Saved entries:
..........

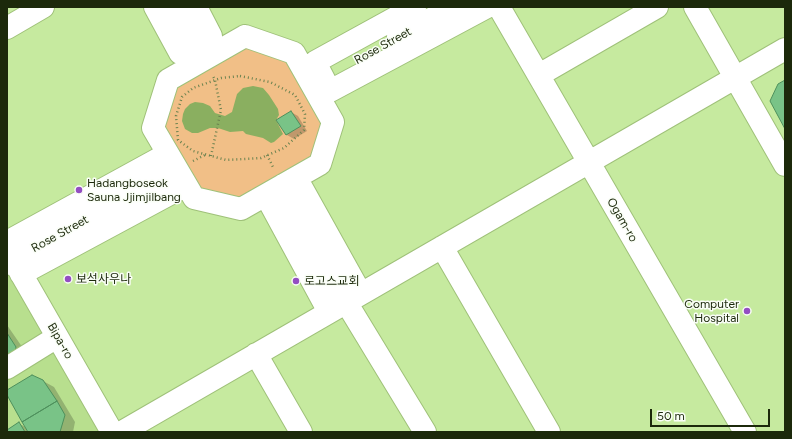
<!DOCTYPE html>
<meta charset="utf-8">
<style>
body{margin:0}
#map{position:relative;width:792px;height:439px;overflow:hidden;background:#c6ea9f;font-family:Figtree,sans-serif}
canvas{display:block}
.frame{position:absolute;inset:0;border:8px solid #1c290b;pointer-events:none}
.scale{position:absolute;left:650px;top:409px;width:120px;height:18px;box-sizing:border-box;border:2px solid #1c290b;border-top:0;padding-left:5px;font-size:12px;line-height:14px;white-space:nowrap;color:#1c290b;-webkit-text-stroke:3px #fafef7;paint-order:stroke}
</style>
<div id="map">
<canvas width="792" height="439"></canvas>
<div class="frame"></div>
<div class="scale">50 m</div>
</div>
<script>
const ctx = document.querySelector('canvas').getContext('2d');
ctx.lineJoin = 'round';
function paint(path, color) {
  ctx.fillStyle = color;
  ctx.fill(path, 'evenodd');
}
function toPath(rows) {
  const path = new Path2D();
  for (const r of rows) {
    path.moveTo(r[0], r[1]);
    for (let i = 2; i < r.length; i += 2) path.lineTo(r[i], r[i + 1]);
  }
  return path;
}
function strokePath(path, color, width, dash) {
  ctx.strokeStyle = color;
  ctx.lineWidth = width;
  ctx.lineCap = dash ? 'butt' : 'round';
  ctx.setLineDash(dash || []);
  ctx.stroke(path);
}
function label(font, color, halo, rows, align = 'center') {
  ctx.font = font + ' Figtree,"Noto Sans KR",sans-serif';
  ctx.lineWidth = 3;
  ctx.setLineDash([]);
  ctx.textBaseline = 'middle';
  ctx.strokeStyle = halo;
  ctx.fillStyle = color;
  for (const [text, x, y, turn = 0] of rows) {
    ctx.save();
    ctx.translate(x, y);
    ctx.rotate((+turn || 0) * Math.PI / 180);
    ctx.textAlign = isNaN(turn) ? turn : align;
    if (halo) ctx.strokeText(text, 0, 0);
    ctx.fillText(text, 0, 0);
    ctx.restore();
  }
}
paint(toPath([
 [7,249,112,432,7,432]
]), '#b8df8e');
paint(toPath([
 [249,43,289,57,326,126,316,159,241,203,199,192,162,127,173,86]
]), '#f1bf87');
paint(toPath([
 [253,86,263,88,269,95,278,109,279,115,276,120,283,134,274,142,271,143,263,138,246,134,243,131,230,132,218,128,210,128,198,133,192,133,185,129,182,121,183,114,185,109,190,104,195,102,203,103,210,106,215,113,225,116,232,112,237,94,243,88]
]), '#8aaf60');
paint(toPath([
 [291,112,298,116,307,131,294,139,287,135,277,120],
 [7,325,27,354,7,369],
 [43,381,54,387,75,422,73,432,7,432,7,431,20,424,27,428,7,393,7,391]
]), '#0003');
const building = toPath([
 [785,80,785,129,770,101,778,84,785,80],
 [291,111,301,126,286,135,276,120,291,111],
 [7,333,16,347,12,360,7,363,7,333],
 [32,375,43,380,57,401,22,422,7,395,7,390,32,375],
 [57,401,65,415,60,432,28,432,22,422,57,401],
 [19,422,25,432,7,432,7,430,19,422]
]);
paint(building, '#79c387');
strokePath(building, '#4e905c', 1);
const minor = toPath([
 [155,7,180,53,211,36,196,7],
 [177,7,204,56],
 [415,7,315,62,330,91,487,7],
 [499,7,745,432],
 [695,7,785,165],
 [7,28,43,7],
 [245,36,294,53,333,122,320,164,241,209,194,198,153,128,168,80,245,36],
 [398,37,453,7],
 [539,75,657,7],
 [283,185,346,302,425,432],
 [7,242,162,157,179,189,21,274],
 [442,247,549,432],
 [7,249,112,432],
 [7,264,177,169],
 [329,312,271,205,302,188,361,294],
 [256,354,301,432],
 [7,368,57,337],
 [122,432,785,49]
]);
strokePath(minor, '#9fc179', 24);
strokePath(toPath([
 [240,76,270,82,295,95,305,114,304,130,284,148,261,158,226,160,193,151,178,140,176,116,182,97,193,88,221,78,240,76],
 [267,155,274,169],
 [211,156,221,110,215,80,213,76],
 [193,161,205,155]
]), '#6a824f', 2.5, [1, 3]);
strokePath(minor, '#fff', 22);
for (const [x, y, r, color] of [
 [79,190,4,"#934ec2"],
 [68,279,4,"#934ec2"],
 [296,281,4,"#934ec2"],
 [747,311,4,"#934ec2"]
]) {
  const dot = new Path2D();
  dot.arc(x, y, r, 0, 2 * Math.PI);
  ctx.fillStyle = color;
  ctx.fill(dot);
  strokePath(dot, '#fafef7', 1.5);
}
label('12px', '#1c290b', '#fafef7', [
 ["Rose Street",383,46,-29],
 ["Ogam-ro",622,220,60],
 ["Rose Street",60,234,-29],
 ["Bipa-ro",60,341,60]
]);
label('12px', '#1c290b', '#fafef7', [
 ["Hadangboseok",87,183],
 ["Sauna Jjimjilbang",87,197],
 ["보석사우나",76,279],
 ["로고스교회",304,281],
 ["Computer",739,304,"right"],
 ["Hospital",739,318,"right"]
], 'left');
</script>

..........

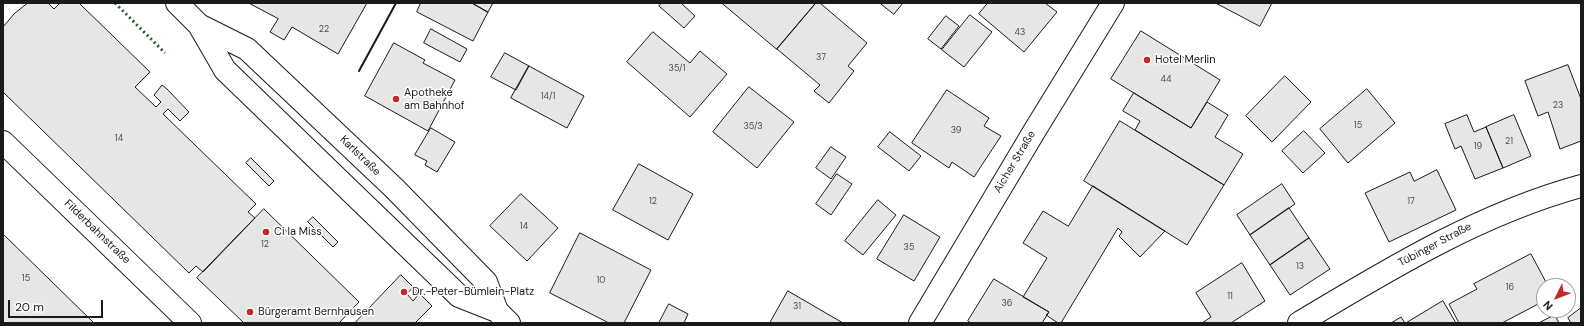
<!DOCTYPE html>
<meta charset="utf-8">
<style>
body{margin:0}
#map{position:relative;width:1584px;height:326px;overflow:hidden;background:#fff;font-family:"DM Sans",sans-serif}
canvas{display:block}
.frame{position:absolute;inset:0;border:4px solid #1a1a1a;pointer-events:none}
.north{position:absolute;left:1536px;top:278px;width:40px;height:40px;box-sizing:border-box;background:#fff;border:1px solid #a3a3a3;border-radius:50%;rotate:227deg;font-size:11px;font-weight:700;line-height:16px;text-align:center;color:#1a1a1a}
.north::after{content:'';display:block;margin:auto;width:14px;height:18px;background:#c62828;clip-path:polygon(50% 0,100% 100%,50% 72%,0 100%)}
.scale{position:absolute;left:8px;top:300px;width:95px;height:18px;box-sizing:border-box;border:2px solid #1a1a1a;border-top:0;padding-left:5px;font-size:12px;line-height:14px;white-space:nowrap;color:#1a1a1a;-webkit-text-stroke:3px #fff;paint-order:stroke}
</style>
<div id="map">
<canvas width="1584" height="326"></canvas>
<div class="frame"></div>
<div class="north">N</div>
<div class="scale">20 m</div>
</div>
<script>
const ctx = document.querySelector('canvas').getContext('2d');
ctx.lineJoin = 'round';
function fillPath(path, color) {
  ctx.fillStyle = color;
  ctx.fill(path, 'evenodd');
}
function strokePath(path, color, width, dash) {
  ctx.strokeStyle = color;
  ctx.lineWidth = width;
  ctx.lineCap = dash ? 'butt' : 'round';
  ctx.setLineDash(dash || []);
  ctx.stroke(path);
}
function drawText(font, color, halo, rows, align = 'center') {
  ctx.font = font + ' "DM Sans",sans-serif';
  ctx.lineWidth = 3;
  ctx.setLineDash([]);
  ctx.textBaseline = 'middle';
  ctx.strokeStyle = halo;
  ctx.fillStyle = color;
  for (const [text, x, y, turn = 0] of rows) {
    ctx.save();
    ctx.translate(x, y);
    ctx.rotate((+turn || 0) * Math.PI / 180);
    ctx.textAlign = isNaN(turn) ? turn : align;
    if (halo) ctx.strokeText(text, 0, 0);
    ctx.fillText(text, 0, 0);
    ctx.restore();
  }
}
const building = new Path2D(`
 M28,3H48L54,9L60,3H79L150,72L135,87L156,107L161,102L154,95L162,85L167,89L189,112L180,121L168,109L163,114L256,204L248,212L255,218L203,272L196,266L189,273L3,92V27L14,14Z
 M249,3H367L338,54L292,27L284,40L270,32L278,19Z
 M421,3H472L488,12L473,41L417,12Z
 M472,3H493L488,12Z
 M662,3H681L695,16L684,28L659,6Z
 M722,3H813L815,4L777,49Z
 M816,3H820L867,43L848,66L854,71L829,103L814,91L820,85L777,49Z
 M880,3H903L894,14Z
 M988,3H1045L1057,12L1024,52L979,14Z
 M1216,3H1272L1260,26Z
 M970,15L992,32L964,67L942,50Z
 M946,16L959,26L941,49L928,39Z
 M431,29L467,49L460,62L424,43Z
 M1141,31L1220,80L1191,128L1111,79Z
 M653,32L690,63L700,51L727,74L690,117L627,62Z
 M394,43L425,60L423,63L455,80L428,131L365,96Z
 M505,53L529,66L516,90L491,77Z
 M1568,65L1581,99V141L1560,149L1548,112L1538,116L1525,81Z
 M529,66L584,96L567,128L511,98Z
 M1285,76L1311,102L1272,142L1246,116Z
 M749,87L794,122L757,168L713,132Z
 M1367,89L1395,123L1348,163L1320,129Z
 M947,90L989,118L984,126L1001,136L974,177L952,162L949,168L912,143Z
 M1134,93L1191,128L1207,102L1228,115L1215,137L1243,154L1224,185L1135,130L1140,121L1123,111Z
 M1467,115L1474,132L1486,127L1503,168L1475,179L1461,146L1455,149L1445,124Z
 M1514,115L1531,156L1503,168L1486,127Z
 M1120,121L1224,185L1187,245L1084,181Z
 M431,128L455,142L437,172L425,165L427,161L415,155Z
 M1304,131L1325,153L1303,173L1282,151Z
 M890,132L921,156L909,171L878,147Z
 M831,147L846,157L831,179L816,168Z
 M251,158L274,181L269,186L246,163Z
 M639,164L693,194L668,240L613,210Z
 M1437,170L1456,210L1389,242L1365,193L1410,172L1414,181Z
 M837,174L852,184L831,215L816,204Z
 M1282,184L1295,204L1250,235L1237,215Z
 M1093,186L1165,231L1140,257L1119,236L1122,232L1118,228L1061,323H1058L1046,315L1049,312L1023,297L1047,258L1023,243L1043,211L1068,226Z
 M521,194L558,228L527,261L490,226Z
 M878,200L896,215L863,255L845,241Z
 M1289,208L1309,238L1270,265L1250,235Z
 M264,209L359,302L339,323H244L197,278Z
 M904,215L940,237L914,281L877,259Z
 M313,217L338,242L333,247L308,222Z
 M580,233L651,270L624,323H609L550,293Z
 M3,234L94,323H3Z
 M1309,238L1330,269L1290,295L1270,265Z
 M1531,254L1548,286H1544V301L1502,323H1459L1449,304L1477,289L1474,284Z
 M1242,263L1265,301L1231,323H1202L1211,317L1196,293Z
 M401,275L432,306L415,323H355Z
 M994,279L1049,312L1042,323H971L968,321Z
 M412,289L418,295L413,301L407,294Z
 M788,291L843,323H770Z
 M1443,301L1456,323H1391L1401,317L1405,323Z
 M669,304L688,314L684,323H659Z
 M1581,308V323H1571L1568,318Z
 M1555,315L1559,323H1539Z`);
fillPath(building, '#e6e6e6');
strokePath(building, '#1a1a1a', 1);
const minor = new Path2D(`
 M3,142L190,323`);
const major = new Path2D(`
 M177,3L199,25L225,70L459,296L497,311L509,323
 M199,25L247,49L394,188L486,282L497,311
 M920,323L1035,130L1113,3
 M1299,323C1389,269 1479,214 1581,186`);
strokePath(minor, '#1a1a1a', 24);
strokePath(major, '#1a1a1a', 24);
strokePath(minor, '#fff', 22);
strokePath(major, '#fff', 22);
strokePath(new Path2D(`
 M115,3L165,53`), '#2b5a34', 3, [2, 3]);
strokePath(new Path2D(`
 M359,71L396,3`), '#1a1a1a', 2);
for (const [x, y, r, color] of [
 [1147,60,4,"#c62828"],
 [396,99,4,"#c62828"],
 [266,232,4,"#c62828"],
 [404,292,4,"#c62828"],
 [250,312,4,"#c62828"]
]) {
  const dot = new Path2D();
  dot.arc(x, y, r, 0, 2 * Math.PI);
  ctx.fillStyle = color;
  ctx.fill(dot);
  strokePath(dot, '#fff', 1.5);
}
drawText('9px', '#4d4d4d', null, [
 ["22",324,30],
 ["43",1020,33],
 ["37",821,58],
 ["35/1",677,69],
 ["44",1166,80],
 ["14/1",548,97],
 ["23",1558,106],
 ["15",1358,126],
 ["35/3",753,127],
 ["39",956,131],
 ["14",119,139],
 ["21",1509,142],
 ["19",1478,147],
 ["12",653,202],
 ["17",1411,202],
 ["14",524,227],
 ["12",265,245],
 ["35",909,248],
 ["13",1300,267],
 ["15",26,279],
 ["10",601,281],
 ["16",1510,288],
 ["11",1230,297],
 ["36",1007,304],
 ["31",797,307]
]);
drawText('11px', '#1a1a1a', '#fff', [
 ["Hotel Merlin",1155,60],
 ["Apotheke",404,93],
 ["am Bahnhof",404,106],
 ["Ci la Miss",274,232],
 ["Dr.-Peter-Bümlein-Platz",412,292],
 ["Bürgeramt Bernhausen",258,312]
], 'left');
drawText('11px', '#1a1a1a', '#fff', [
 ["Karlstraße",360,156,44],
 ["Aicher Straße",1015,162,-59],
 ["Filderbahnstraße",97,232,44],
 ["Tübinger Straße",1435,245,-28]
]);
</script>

..........

### Work to be completed
Check each line above for the string "function" and copy those that have it.

### Result for this exercise
function paint(path, color) {
function toPath(rows) {
function strokePath(path, color, width, dash) {
function label(font, color, halo, rows, align = 'center') {
function fillPath(path, color) {
function strokePath(path, color, width, dash) {
function drawText(font, color, halo, rows, align = 'center') {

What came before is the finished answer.